I have their 40th anniversary special from 1988. Although I got lucky with this one, my failure to get the NBC 50th up has me leery of what's safe to put up here and what isn't from a station/network anniversary standpoint.
@@epaddonwhat about the 60th
Bob Hope's statement sounds like the beginning of "Political Correctness"! The year of this special, 1966, was the very year that the TV version of AMOS N' ANDY was withdrawn from syndication!
Good! Political incorrectness is horrible. And Political correctness is just another way of saying that you're a decent person.
Anything you don’t like is “political correctness.” Obviously the decade or century is irrelevant.
I LOVE shit like this!!
Anybody have the NBC 50th and 75th anniversary specials, the CBS 50th anniversary special, and the ABC 25th and 40th anniversary specials? (Maybe I wasn't talking to you.)
The problem with uploading those specials is that they're more apt to get copyright violations slapped on them for the excess of musical performance clips in them (in particular the 50th anniversary special).

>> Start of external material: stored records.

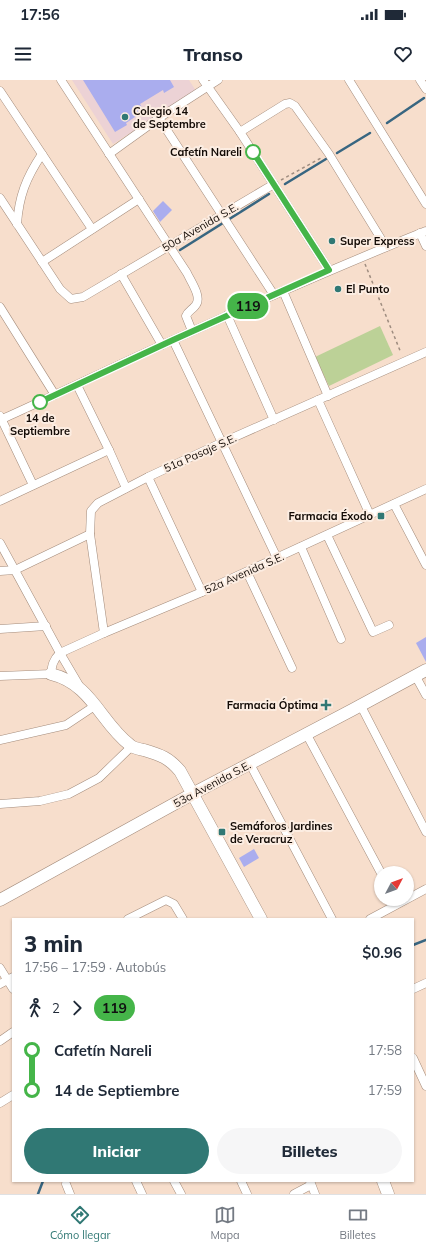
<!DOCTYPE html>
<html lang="es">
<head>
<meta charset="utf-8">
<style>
  :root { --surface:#fff; --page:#f6f6f7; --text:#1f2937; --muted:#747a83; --line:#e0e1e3; --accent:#307874 }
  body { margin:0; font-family:Mulish,sans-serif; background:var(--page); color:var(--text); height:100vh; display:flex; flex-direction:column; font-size:15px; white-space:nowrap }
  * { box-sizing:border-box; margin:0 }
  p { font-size:13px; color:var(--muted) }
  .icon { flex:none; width:22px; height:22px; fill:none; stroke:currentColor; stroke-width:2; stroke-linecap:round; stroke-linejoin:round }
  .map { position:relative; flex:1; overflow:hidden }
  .side { position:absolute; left:12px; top:838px; width:402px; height:264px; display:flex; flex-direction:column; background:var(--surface); border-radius:0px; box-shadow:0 1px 3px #0004 }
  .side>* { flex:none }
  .badge { padding:0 8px; border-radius:13px; font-size:14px; line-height:26px }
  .needle { width:26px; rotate:49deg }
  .tools { position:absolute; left:374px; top:786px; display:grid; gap:8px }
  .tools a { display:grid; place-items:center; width:40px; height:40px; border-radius:50%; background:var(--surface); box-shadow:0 1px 3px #0004; font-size:20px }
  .map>.badge { position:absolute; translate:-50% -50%; box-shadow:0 0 0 2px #fff }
  .legs { display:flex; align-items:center; gap:6px; height:44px; padding:0 12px; font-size:13px }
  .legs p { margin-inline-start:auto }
  .headline { display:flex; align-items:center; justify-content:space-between; height:68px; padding:0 12px }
  h1 { font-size:22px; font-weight:800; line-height:30px }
  .button { display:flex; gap:8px; margin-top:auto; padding:8px 12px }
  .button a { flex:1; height:46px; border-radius:24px; background:var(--accent); color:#fff; font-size:16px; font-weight:800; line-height:46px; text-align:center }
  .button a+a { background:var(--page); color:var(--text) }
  ul { padding:0 12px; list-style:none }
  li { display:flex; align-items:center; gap:14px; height:40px; font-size:15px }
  li i { display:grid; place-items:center; width:6px; height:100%; margin:0 5px; background:currentColor }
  li i::after { content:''; width:10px; height:10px; margin:-5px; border:3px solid; border-radius:50%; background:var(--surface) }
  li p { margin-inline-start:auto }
  li:first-child i { background:linear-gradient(#0000 50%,currentColor 0) }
  li:last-child i { background:linear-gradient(currentColor 50%,#0000 0) }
  .status { display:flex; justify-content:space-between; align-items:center; height:28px; padding:0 20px; background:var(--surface); direction:ltr }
  .status svg { height:11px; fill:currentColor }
  header { display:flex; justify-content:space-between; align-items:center; height:52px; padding:0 12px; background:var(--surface); font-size:18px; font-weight:800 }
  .dock { display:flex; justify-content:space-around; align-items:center; height:56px; border-top:1px solid var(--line); background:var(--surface); font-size:11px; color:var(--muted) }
  .dock a { display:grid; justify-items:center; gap:2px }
  .dock .on { color:var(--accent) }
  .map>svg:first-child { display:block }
</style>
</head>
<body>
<div class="status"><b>17:56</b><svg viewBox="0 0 49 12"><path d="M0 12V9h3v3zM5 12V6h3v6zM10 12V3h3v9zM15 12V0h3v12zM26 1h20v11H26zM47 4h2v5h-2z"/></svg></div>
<header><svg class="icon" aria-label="menu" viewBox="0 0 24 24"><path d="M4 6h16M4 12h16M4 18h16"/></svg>Transo<svg class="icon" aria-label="heart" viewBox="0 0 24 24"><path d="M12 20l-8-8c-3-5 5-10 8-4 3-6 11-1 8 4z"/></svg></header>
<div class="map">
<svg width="426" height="1114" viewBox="0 0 426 1114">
  <rect width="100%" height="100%" fill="#f7decc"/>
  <!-- education -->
  <path fill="#ecd2d5" d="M72 0H189L196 11 113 64Z"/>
  <!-- green -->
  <path fill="#bcd197" d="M380 246 393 275 329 306 315 277Z"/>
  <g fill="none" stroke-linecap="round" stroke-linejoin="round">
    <!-- stream -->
    <g stroke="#386681" stroke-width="2.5">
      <path d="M387 43 424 18"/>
      <path d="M337 73 370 53"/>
      <path d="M285 104 326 79"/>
      <path d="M180 170 269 114"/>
      <path d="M413 865 426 860"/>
      <path d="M38 1114 43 1101"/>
    </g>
  </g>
  <!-- building -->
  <g fill="#aaadee">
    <path d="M83 0H170L174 7 164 13 163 10 140 24 144 31 126 43 127 45 115 52Z"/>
    <path d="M163 121 172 130 160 142 153 131Z"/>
    <path d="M426 557V582L416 563Z"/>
    <path d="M254 769 259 778 244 787 239 778Z"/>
  </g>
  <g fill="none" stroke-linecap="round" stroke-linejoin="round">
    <defs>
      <g id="street">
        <path d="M61 0 187 193C191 202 203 218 195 226 192 230 188 231 186 236L192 251"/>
        <path d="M203 0 240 52 329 190"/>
        <path d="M349 0 426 124"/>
        <path d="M420 0 426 9"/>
        <path d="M0 11 92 149"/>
        <path d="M159 38 274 215"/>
        <path d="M240 52 285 24 290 23 295 26 329 74 386 167"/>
        <path d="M109 74 159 38 218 0"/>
        <path d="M0 118 60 209 71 219 83 217 274 104"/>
        <path d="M17 144C19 116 26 98 42 74"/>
        <path d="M420 153 426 166"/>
        <path d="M42 182 139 119"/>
        <path d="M121 194 162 265"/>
        <path d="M283 211 328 316"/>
        <path d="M0 227 55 315"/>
        <path d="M227 235 274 340"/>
        <path d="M173 260 277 478"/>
        <path d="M77 305 109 370 126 408"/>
        <path d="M318 320 370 435"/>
        <path d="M0 336 33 405"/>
        <path d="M0 340C58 314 115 286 173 260 257 222 341 185 426 151"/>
        <path d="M148 397 202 512"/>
        <path d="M0 421 109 370"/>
        <path d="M394 424 426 485"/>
        <path d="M327 455 373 552 389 545"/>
        <path d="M0 463 60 573 80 607"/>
        <path d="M301 467 341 559"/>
        <path d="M0 491 15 490 90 454"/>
        <path d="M247 492 292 588"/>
        <path d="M0 549 46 546"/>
        <path d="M104 553 90 454 91 431 98 423 148 397 221 363 426 272"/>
        <path d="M415 595 426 615"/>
        <path d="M0 596 51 594C52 585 53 580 60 573L104 553 202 512 426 409"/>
        <path d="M361 626 426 752"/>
        <path d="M307 655 381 793"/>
        <path d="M0 660 66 645 96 625"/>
        <path d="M250 684 332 839"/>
        <path d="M0 724 40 721 69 714 99 698 131 667"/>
        <path d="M128 839 166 820 174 824 183 839"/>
        <path d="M370 839 426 809"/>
        <path d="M0 888 13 909"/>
        <path d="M0 904 13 897"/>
        <path d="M413 909 426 903"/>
        <path d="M0 961 13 952"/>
        <path d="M413 978 426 1006"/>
        <path d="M0 1023 13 1015"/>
        <path d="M136 1101 142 1114"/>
        <path d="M174 1101 181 1114"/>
        <path d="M241 1101 247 1114"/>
        <path d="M310 1101 315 1114"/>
        <path d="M66 1104 70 1114"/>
        <path d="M294 1114 311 1105"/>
      </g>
      <g id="secondary">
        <path d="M51 594C92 604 100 642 130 665 133 668 139 669 144 670 161 675 169 678 180 691L261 839"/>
        <path d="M0 820 194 713 352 630 426 590"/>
        <path d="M383 1101 388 1114"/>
      </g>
    </defs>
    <!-- street casing -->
    <use href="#street" stroke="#a48c7c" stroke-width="9"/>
    <!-- secondary casing -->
    <use href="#secondary" stroke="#a48c7c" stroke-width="13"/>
    <!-- path -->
    <g stroke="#9f8d80" stroke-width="1.5" stroke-dasharray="3 3" stroke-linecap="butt">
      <path d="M281 100 321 78"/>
      <path d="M365 184 401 273"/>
    </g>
    <!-- street -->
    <use href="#street" stroke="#fff" stroke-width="8"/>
    <!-- secondary -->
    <use href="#secondary" stroke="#fff" stroke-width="12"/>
  </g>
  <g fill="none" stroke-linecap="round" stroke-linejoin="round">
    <defs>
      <path id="line-1" d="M40 322 173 260 329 190 253 72"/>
    </defs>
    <!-- line-1 casing -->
    <use href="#line-1" stroke="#fff" stroke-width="9"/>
    <!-- line-1 -->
    <use href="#line-1" stroke="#45b549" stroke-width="6"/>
  </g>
  <!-- markers -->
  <g fill="#307874" stroke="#fcede2" stroke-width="1.5">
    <circle cx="125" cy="37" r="4"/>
    <circle cx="332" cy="161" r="4"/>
    <circle cx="338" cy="209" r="4"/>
    <rect x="377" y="432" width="8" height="8" rx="2"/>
    <path d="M324 619h4v4h4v4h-4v4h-4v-4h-4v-4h4z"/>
    <rect x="218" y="748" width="8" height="8" rx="2"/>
  </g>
  <g fill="#fff" stroke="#45b549" stroke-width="2">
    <circle cx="253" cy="72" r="7"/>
    <circle cx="40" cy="322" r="7"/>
  </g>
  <g text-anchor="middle" stroke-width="4" stroke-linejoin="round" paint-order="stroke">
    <!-- poi labels -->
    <g font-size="11" font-weight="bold" fill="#120a05" stroke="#fcede2" text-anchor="start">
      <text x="133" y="35">Colegio 14<tspan x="133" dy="13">de Septembre</tspan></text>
      <text x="340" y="165">Super Express</text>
      <text x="346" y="213">El Punto</text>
      <text x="373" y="440" text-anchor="end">Farmacia Éxodo</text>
      <text x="318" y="629" text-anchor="end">Farmacia Óptima</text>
      <text x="230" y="750">Semáforos Jardines<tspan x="230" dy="13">de Veracruz</tspan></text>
    </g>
    <!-- stop labels -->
    <g font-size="11" font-weight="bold" fill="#120a05" stroke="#fcede2" text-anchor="end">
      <text x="242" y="76">Cafetín Nareli</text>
      <text x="40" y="342" text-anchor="middle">14 de<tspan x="40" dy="13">Septiembre</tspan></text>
    </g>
    <!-- street labels -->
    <g font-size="11" fill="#120a05" stroke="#fcede2">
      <text transform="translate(200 147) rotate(-30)" y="4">50a Avenida S.E.</text>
      <text transform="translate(200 373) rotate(-24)" y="4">51a Pasaje S.E.</text>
      <text transform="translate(244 493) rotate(-24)" y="4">52a Avenida S.E.</text>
      <text transform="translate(212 704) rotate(-28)" y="4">53a Avenida S.E.</text>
    </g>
  </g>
</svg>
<div class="tools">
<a><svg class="needle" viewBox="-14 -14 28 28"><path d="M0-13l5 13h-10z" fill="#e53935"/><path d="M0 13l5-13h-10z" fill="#747a83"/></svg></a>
</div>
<b class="badge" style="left:248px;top:226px;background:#45b549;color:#111">119</b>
<section class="side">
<div class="headline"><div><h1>3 min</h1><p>17:56 – 17:59 · Autobús</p></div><b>$0.96</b></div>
<div class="legs"><svg class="icon" aria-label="walk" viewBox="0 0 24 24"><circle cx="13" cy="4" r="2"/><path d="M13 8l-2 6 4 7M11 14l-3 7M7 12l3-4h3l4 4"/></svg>2<svg class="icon" aria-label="forward" viewBox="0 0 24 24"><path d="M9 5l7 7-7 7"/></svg><b class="badge" style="background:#45b549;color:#111">119</b></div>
<ul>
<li><i style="color:#45b549"></i><b>Cafetín Nareli</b><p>17:58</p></li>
<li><i style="color:#45b549"></i><b>14 de Septiembre</b><p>17:59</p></li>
</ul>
<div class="button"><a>Iniciar</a><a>Billetes</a></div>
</section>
</div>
<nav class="dock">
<a class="on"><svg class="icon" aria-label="directions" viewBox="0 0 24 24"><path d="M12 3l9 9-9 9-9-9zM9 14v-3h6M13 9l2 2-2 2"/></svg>Cómo llegar</a>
<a><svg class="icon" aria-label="map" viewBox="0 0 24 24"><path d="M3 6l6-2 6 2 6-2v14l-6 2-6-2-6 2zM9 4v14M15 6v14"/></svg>Mapa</a>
<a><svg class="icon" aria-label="tickets" viewBox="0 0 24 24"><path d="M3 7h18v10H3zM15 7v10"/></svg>Billetes</a>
</nav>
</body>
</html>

And for reasons I won't elaborate on further, my suspicions on this point were proved correct.
@@epaddon You could upload them on Dailymotion or Vimeo?
I actually did on Dropbox.
www.dropbox.com/s/wnvcoyv99v33qtg/1976-NBC%2050th%20Anniversary%20Special%20%28Part%201-Restored%29.mp4?dl=0
www.dropbox.com/s/6blicnlrbg46vq7/1976-NBC%2050th%20Anniversary%20Special%20%28Part%202-Restored%29.mp4?dl=0
@@epaddonhow about in 2026 when nbc turns 💯
he wanted to call nbc something close to pbs
so snl would be for viewers like you .
Groucho Marx!
NBC 29 1:59
The presentation was so awful. It was so dry.
I was 5 mos. old when this was broadcast. Winnipeg, Canada was still 2 yrs. away before it got hooked up for cable-tv.
Interesting. I'm exactly 4 months older than you. But, I enjoyed this for the exact reason you did not. I find the "dryness" kind of refreshing compared with today's mile a minute presentations.
@@johnp4008 Bland is better?
@@sillygoose635 Bland is your word to describe it not mine. If I think something is well done & interesting, that would make it the opposite of "bland"...this video is calm and straightforward, not bland, and that's a nice contrast to the ultra-slick overly-produced stuff we have today. In my opinion.
Imagine criticizing a 50 year old program, probably the first of it's kind, as if they didn't do better things later on.